Records to use Start Marker

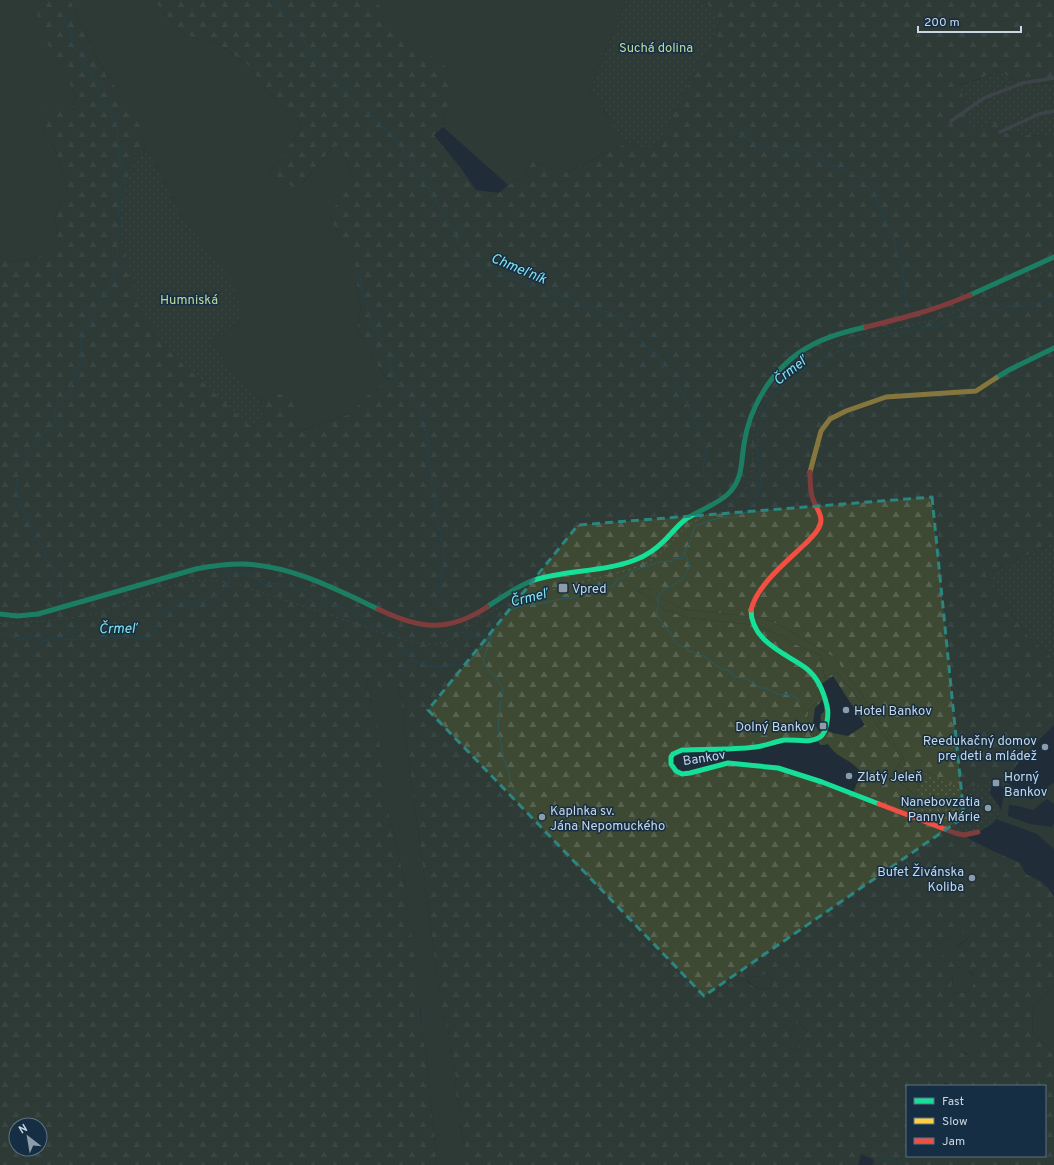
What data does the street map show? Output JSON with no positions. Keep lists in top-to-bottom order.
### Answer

Records to use End Marker
Records to use Start Marker

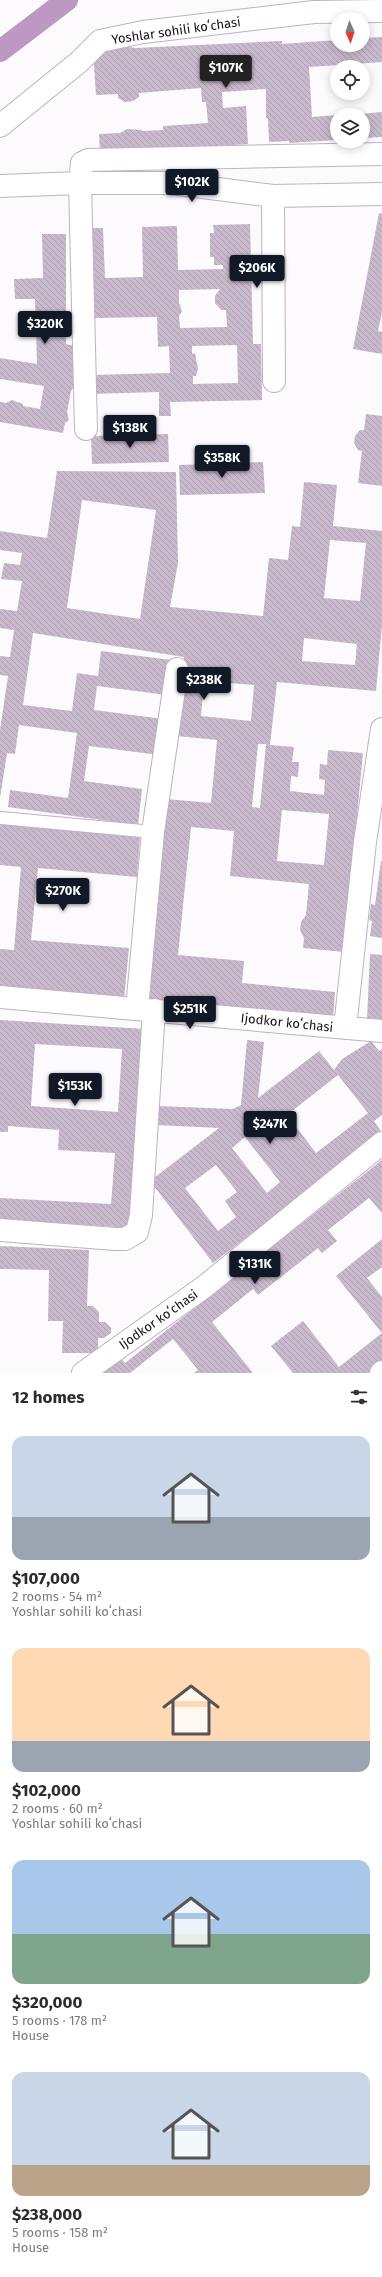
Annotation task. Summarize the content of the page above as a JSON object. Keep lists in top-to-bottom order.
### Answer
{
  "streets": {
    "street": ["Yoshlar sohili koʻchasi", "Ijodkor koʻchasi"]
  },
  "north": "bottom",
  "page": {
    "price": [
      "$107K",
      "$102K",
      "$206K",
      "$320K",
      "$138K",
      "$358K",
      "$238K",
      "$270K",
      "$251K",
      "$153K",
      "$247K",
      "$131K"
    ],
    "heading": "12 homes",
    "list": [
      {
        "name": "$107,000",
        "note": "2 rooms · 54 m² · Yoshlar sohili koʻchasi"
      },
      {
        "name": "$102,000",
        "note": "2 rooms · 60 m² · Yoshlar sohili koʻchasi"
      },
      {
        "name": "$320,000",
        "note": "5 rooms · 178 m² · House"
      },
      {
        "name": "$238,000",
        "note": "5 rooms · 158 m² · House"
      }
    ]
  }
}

Records to use End Marker

**What the task asks**
Copy each line holding the word "Keep" from the listing above.

**Result for this exercise**
What data does the street map show? Output JSON with no positions. Keep lists in top-to-bottom order.
Annotation task. Summarize the content of the page above as a JSON object. Keep lists in top-to-bottom order.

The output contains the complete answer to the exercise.